In practice, the button leads to a wall.

The wall might be an IAM policy that doesn't cover your team's workload. A Terraform module that works in theory but needs a specific VPC configuration nobody documented. A networking dependency that wasn't mentioned in the runbook. The operational friction didn't disappear. It just moved deeper into the system, where it's harder to see and harder to ask about.

The result is always the same: a Slack message to the one person who actually knows how this works.

The permission maze nobody wants to own

IAM is where self-serve initiatives go to die quietly.

AWS, Azure, and GCP combined expose over 21,000 unique assignable permissions. Nobody understands all of them. Developers certainly don't, and most platform teams don't either. What gets built instead is a patchwork of policies that work for the teams who were present when the platform was set up, and silently fail for everyone else.

According to a survey of developers, 66.7% find IAM configuration overly complex, with 53.3% citing ambiguous permission boundaries as their primary challenge. When the access model is too complex for the people operating it to understand, it signals a system design failure, not a training deficit. "Self-serve" becomes "spin up and hope."

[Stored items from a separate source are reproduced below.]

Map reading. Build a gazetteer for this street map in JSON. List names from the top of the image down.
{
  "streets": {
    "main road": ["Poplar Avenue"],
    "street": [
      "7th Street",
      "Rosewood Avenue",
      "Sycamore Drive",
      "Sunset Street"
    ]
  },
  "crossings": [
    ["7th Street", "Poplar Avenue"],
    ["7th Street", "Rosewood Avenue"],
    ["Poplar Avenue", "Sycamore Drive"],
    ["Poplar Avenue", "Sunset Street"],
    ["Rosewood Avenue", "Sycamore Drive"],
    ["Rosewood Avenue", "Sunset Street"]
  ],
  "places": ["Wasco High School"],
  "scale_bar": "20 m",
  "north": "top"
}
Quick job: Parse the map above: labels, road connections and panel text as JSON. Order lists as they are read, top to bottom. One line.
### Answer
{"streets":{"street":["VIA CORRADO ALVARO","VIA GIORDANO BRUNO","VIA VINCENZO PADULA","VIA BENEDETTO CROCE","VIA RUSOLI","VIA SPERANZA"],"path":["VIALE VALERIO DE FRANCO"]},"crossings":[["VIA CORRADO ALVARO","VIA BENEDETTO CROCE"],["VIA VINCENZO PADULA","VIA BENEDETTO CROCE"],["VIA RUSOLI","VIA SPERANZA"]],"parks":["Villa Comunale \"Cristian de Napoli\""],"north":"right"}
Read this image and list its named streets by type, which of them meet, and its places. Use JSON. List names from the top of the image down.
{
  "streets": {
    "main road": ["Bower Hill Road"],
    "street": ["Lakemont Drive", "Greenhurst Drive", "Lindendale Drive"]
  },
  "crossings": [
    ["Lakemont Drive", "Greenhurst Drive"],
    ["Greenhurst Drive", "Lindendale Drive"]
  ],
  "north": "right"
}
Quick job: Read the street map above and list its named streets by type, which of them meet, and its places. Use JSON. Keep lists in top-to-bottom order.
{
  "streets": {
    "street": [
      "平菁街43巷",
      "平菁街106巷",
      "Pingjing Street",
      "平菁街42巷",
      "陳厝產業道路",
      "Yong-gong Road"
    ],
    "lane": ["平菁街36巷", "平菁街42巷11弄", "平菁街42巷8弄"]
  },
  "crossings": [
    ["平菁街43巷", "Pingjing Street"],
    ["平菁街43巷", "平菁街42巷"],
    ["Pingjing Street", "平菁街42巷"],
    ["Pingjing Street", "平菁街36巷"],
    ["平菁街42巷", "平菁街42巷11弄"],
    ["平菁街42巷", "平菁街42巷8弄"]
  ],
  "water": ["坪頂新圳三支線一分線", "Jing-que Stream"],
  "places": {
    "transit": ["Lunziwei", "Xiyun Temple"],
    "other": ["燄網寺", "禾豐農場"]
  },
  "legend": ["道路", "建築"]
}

The downstream effects compound. Under time pressure, 60% of developers admit to reducing security measures, taking wider permissions than needed because requesting the correct scoped role takes too long. Service accounts accumulate unchecked privileges. Studies consistently show over 70% of data leaks trace back to excessive access privileges. Self-serve without guardrails doesn't just create friction: it creates security debt that compounds silently until something breaks badly.

The portal that isn't self-service

Many organisations solved the UX problem before they solved the infrastructure problem.

They installed Backstage, or a commercial equivalent, added a clean interface, and announced that self-serve infrastructure was live. The portal looks like a product. The catalogue is populated. The "create service" button is right there.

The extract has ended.